◆ Problem to work on:
Give back the listing in full and exactly, leaving out the images.
-=-=-
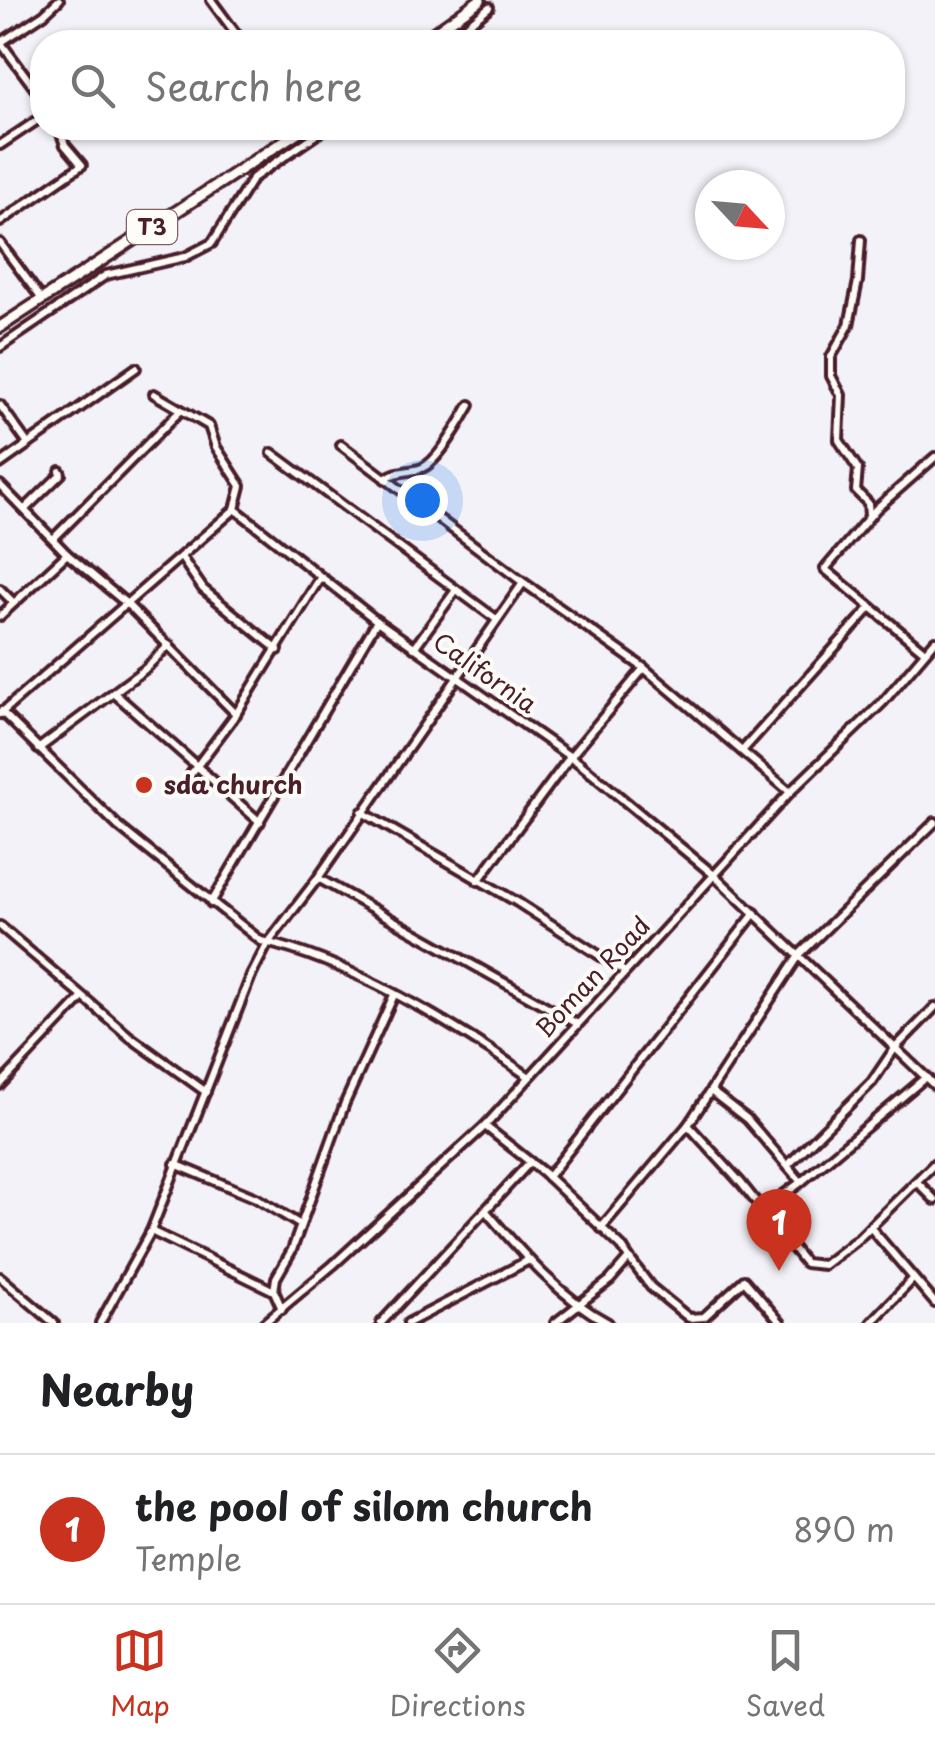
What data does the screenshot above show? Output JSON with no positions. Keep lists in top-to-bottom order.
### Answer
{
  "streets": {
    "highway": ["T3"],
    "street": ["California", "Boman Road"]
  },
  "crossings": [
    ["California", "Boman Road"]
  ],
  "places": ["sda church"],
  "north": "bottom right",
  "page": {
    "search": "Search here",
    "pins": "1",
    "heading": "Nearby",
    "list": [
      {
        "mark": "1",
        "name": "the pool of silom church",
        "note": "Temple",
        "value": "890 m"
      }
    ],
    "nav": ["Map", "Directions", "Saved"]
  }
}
-=-=-
◆ Result of the exercise:
What data does the screenshot above show? Output JSON with no positions. Keep lists in top-to-bottom order.
### Answer
{
  "streets": {
    "highway": ["T3"],
    "street": ["California", "Boman Road"]
  },
  "crossings": [
    ["California", "Boman Road"]
  ],
  "places": ["sda church"],
  "north": "bottom right",
  "page": {
    "search": "Search here",
    "pins": "1",
    "heading": "Nearby",
    "list": [
      {
        "mark": "1",
        "name": "the pool of silom church",
        "note": "Temple",
        "value": "890 m"
      }
    ],
    "nav": ["Map", "Directions", "Saved"]
  }
}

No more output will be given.